La liste de souvenirs pour un Protocole de Résolution de Relation comprend non seulement les souvenirs en lien avec la personne qui fait souffrir mais aussi des souvenirs jusqu’au temps présent. L’objectif est de faire comprendre au cerveau qu’Alice n’est pas restée dans cette souffrance, que la relation a pris fin et que la vie s’est poursuivie avec des souvenirs aussi bien négatifs que positifs.

« Caroline décide de continuer ce travail lors de notre prochaine séance. »

Retour sur la 8ème séance

« Comme pour chaque séance, nous commençons par un échange. Le bilan est toujours positif. J’arrive à prendre des décisions importantes pour moi, difficiles mais importantes. J’ai l’impression de faire la paix avec mon passé. Mes relations avec les personnes du passé évoluent. Je me rends compte que je ne peux avancer qu’à condition d’être en paix avec mon passé (oups, répétition ! c’est que ça doit être important !). J’ai moins de colère, moins de rancune. »

« Nous reprenons mon chemin de vie à partir du début de mon couple. Lors du premier passage, un poids s’abat sur ma poitrine quand nous entamons la période critique. Par rapport à la séance précédente, l’émotion est moins présente mais le corps signale encore à quel point c’est douloureux. Nous enchaînons les chemins de vie à un rythme très rapide. »

Lorsque les souvenirs sont traumatiques, le rythme est effectivement très rapide pour éviter qu’Alice ne se replonge trop dans ces souvenirs ce qui provoquerait une re-traumatisation.

« Les suivants sont moins pesants que le premier. Le poids sur la poitrine s’estompe. J’ai toujours cette impression d’avoir oublié cette période et de la redécouvrir quand Caroline me la cite. Après une courte pause, nous reprenons les chemins de vie à un rythme effréné.

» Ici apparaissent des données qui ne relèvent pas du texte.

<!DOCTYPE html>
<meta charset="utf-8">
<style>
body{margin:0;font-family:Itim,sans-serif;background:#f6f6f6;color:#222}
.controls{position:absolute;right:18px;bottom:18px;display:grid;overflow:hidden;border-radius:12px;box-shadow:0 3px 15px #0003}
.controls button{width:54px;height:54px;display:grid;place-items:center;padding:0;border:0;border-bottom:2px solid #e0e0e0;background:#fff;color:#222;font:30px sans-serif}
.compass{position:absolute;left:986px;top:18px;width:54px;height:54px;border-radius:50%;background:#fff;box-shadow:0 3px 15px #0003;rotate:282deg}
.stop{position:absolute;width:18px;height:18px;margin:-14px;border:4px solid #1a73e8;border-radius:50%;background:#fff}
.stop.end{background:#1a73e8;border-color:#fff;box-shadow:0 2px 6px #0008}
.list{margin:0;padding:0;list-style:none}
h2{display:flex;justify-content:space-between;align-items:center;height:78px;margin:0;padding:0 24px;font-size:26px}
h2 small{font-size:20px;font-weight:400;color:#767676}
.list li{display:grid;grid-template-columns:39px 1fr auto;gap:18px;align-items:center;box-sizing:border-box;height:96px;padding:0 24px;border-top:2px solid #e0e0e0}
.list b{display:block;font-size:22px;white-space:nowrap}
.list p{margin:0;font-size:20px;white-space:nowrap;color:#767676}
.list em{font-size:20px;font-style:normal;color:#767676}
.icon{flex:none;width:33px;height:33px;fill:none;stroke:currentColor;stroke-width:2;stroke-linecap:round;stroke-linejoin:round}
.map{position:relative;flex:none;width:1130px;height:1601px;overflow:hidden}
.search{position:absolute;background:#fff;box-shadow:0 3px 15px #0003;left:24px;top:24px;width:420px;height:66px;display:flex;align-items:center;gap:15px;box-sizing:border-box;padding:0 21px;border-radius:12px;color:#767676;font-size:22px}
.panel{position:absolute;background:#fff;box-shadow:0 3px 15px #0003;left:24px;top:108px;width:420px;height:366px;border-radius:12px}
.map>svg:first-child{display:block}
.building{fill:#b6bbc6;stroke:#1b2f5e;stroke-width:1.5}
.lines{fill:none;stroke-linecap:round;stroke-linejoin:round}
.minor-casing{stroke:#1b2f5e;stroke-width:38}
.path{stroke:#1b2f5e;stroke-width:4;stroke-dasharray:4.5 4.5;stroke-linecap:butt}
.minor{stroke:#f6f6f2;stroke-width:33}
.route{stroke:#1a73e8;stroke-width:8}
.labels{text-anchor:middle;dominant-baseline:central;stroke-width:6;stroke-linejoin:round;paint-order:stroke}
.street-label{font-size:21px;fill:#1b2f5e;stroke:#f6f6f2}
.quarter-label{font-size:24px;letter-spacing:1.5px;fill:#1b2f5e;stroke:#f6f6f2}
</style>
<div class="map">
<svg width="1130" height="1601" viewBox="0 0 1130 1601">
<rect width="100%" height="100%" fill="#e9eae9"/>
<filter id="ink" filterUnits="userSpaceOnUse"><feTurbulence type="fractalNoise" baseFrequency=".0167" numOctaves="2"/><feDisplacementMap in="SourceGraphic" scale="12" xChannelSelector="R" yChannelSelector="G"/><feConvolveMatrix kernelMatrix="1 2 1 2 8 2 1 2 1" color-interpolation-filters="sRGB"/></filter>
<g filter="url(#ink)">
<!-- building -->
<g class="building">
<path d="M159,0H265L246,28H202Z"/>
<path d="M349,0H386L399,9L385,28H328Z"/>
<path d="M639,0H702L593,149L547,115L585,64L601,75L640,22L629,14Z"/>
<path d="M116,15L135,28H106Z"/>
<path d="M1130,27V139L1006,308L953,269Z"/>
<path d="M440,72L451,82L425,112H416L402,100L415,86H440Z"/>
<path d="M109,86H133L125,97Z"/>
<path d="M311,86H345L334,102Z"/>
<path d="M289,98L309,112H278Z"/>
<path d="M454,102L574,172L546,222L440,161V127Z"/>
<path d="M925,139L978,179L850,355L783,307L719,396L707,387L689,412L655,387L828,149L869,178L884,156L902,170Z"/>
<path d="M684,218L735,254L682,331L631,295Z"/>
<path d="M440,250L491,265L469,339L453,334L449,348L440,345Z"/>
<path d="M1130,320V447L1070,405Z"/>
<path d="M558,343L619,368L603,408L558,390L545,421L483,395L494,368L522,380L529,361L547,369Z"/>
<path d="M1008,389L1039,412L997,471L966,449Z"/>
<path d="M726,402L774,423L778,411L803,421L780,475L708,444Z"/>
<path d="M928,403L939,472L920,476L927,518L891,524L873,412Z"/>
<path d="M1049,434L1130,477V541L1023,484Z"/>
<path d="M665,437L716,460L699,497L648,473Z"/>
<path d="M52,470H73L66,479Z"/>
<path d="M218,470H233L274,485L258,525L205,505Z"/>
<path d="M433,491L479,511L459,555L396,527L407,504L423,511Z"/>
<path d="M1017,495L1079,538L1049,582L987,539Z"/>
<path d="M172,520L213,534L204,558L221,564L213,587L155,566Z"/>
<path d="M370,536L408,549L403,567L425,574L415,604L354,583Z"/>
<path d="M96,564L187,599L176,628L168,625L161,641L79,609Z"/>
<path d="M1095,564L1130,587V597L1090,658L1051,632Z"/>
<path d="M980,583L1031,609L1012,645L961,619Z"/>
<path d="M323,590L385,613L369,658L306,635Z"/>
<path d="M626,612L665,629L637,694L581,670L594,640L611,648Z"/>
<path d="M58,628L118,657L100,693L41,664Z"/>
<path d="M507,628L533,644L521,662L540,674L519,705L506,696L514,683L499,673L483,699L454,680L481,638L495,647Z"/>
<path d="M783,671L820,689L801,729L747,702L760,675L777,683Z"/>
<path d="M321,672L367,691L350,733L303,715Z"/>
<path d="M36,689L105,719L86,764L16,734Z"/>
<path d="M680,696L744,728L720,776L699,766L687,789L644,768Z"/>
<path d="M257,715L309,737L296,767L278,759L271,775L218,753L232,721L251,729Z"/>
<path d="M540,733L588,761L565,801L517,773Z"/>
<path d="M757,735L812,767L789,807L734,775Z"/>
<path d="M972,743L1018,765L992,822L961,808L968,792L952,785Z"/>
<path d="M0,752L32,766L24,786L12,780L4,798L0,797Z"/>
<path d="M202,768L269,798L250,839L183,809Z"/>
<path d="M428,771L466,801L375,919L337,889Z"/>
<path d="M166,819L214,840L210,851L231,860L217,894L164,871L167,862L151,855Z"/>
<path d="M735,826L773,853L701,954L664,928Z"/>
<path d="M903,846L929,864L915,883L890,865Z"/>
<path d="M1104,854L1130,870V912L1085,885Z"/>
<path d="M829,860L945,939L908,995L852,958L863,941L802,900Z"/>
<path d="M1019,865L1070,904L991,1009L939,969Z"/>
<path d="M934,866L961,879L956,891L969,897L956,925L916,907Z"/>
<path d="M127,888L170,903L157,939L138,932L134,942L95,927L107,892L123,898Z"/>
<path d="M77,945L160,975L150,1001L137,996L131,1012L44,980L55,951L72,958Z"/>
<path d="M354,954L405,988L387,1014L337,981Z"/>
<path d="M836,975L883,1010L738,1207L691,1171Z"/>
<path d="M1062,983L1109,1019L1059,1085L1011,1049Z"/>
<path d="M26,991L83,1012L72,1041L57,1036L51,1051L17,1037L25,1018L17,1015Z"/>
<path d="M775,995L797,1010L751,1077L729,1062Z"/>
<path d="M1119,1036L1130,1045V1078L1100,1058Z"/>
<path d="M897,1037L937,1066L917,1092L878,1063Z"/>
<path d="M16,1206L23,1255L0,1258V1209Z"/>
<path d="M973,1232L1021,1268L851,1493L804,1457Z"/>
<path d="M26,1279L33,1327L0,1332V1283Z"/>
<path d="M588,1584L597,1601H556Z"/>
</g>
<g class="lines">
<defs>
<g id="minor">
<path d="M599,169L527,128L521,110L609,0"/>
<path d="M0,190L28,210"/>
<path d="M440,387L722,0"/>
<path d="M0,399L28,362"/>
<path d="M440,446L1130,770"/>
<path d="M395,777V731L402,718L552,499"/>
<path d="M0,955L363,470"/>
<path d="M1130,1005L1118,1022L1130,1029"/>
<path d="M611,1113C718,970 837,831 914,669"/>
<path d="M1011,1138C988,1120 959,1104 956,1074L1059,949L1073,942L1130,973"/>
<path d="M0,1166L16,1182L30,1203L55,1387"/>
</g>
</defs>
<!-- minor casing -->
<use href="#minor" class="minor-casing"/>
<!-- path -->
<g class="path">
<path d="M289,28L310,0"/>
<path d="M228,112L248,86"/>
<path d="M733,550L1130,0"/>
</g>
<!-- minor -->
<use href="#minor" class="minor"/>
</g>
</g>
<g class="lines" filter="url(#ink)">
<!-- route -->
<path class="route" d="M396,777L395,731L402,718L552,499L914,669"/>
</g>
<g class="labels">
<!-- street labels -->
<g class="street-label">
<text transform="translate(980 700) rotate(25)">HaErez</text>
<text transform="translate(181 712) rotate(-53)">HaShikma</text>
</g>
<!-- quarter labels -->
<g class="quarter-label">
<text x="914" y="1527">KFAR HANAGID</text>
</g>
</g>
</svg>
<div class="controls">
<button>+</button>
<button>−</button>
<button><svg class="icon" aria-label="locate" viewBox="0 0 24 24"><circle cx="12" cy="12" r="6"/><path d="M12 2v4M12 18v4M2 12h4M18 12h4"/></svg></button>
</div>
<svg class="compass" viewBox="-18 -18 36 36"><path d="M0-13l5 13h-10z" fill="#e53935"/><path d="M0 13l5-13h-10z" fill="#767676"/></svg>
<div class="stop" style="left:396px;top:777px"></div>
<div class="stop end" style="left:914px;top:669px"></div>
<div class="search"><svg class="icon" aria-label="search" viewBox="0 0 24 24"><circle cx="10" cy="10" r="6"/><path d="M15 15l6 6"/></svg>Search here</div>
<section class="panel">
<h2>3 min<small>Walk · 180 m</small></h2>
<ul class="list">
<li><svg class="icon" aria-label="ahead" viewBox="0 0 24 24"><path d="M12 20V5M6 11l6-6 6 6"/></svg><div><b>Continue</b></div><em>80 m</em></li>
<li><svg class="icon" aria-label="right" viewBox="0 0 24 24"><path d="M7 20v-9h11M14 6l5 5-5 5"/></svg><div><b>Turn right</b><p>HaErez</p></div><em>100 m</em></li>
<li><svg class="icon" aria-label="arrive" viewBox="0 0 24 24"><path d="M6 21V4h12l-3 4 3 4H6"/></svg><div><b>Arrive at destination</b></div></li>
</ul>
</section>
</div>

Mes souvenirs s’enchaînent, se lient les uns aux autres, à chaque fois un peu plus différemment. Je commence à fatiguer. Le dernier chemin de vie arrive et il était temps. Je sens que mon cerveau a été très actif. Physiquement, le poids ressenti en début de séance n’est plus là. »

Le cerveau d’Alice a effectivement beaucoup travaillé. Le corps commence à moins ressentir les souvenirs douloureux. Néanmoins, la grande fatigue d’Alice témoigne du chemin qu’il y a encore à parcourir pour que cette période soit complètement désensibilisée.